Yes, said Margot, and the voice—it was a woman’s or maybe a young girl’s voice, muffled and giggling—asked her if she wanted to know where her husband might be found next weekend.
“You tell me,” said Margot.
“Why don’t you check out the Georgian Pines?”
“Fine,” said Margot. “Where is that?”
“Oh, it’s a campground,” the voice said. “It’s a real nice place. Don’t you know it? It’s up on Wasaga Beach. You just check it out.”
That was about a hundred miles to drive. Margot made arrangements for Sunday. She had to get a sitter for Debbie. She couldn’t get her regular sitter, Lana, because Lana was going to Toronto on a weekend jaunt with members of the high-school band. She was able to get a friend of Lana’s who wasn’t in the band. She was just as glad that it turned out that way, because it was Lana’s mother, Dorothy Slote, that she was afraid she might find with Reuel. Dorothy Slote did Reuel’s bookkeeping. She was divorced, and so well known in Walley for her numerous affairs that high-school boys would call to her from their cars, on the street, “Dorothy Slot, she’s hot to trot!” Sometimes she was referred to as Dorothy Slut. Margot felt sorry for Lana—that was why she had started hiring her to take care of Debbie. Lana was not going to be as good-looking as her mother, and she was shy and not too bright. Margot always got her a little present at Christmastime.

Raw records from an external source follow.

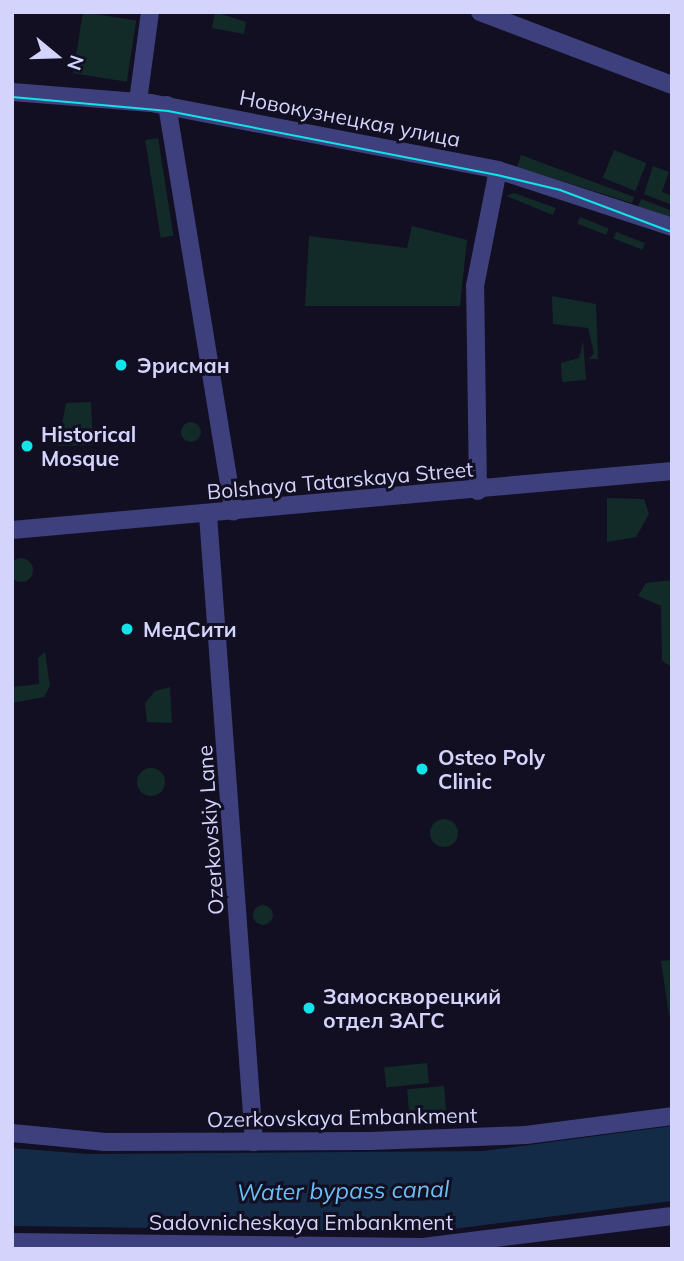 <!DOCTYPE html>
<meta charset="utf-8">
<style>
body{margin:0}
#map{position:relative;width:684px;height:1261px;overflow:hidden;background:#110f21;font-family:Mulish,sans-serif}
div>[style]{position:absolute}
.green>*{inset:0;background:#132b28;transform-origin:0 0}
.round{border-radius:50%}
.water>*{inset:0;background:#132b47}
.minor>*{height:18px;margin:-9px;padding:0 9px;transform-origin:9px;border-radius:9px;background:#3e407d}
.tram>*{height:2px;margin:-1px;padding:0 1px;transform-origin:1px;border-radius:1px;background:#12e3e9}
.dots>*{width:19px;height:19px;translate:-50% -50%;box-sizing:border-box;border:4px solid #110f21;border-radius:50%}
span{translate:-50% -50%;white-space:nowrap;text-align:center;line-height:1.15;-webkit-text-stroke:6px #110f21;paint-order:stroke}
.street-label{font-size:21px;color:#d4d3fc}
.poi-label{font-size:21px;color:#d4d3fc;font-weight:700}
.left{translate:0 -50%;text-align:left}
.water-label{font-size:23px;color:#69bef4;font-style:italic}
.frame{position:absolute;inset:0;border:14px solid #d4d3fc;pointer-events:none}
.north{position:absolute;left:21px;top:21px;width:70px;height:70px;-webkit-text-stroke:5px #110f21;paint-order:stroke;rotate:109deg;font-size:19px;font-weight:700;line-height:28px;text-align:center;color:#d4d3fc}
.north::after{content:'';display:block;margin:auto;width:24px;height:32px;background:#d4d3fc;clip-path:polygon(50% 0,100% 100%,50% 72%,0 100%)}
</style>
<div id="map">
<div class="green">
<i style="left:83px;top:12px;width:54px;height:62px;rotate:9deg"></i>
<i style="clip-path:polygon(215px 12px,246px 22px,244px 34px,212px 28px)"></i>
<i style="left:158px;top:138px;width:99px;height:13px;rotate:81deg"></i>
<i style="left:614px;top:150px;width:35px;height:30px;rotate:22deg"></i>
<i style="clip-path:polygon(521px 155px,634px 197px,632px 203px,517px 167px)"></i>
<i style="clip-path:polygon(653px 166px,669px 172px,662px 192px,672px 196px,672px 205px,644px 194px)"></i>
<i style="clip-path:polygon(514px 193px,556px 208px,553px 215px,506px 196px)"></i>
<i style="left:641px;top:199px;width:33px;height:8px;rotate:21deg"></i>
<i style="left:580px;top:217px;width:31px;height:7px;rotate:22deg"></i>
<i style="clip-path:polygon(412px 226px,467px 240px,460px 306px,305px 306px,309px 236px,407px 248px)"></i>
<i style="left:616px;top:232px;width:31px;height:7px;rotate:21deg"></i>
<i style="clip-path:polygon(552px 296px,596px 304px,598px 359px,589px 359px,594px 353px,588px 328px,553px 324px)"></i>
<i style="clip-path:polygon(583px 341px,586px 380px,562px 382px,561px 363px,579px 358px)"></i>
<i style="clip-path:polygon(91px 402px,93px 445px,58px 446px,66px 403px)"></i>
<i class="round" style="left:181px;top:422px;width:20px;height:20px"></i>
<i style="clip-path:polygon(607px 498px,644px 499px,649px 514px,636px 537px,607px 542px)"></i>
<i class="round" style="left:9px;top:558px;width:24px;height:24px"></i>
<i style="clip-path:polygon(672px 580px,672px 667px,662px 661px,661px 606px,638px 596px,646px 583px)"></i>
<i style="clip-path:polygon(45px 652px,50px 686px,44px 697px,12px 703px,12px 687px,39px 684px,38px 658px)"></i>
<i style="clip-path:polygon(170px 687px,172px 723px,147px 722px,145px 703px,155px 691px)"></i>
<i class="round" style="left:137px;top:768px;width:28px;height:28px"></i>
<i class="round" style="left:430px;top:819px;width:28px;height:28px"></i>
<i class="round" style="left:253px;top:905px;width:20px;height:20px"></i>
<i style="clip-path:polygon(672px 960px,672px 1015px,669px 1015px,661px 961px)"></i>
<i style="left:427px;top:1063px;width:20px;height:43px;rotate:84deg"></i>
<i style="left:444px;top:1086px;width:25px;height:37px;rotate:85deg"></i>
</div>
<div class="water">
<i style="clip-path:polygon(672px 1126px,672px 1201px,430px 1232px,12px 1226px,12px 1148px,88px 1154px,483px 1151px)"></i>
</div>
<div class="minor">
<i style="left:480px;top:12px;width:205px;rotate:20.8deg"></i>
<i style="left:12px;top:92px;width:139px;rotate:4.5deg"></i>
<i style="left:151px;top:103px;width:353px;rotate:10.9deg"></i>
<i style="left:498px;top:170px;width:183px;rotate:18.1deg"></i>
<i style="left:138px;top:101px;width:90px;rotate:-82.3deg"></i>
<i style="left:167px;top:105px;width:412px;rotate:80.7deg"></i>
<i style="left:478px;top:491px;width:205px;rotate:-90.8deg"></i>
<i style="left:475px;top:286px;width:118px;rotate:-78.8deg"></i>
<i style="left:208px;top:515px;width:629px;rotate:85.8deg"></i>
<i style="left:12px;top:530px;width:663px;rotate:-5.11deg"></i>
<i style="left:12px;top:1133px;width:94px;rotate:5.5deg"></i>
<i style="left:106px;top:1142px;width:264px;rotate:-0.2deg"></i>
<i style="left:370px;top:1141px;width:156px;rotate:-2.2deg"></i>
<i style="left:526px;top:1135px;width:147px;rotate:-7.4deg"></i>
<i style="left:12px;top:1242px;width:411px;rotate:0.7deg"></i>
<i style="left:423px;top:1247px;width:251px;rotate:-7.1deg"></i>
</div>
<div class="tram">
<i style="left:12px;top:97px;width:157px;rotate:5.1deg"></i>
<i style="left:168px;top:111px;width:335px;rotate:11deg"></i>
<i style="left:497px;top:175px;width:65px;rotate:13.4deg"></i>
<i style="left:560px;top:190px;width:120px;rotate:20.6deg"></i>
</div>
<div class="dots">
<i style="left:121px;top:365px;background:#12e3e9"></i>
<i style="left:27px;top:446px;background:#12e3e9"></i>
<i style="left:127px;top:629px;background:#12e3e9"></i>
<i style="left:422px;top:769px;background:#12e3e9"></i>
<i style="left:309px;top:1008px;background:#12e3e9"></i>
</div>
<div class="street-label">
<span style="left:350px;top:118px;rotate:11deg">Новокузнецкая улица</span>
<span style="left:340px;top:480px;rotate:-5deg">Bolshaya Tatarskaya Street</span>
<span style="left:210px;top:830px;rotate:-94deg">Ozerkovskiy Lane</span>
<span style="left:342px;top:1117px;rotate:-1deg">Ozerkovskaya Embankment</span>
<span style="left:301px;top:1222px">Sadovnicheskaya Embankment</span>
</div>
<div class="poi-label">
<span class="left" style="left:137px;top:365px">Эрисман</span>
<span class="left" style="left:41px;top:446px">Historical<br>Mosque</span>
<span class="left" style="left:143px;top:629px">МедСити</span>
<span class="left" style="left:438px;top:769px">Osteo Poly<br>Clinic</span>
<span class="left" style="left:323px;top:1008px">Замоскворецкий<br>отдел ЗАГС</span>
</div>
<div class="water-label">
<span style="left:343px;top:1191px;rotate:-1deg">Water bypass canal</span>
</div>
<div class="frame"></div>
<div class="north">N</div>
</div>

On Saturday afternoon Margot drove to Kincardine. She was gone only a couple of hours, so she let Joe and his girlfriendtake Debbie to the beach. In Kincardine she rented another car—a van, as it happened, an old blue crock pot of a thing like what the hippies drove. She also bought a few cheap clothes and a rather expensive, real-looking wig. She left them in the van, parked in a lot behind a supermarket. On Sunday morning she drove her car that far, parked it in the lot, got into the van, and changed her clothes and donned the wig, as well as some extra makeup. Then she continued driving north.
The wig was a nice light-brown color, ruffled up on top and long and straight in the back. The clothes were tight pink denim pants and a pink-and-white striped top. Margot was thinner then, though not thin. Also, buffalo sandals, dangly earrings, big pink sunglasses. The works.
“I didn’t miss a trick,” said Margot. “I did my eyes up kind of Cleopatra-ish. I don’t believe my own kids could’ve recognized me.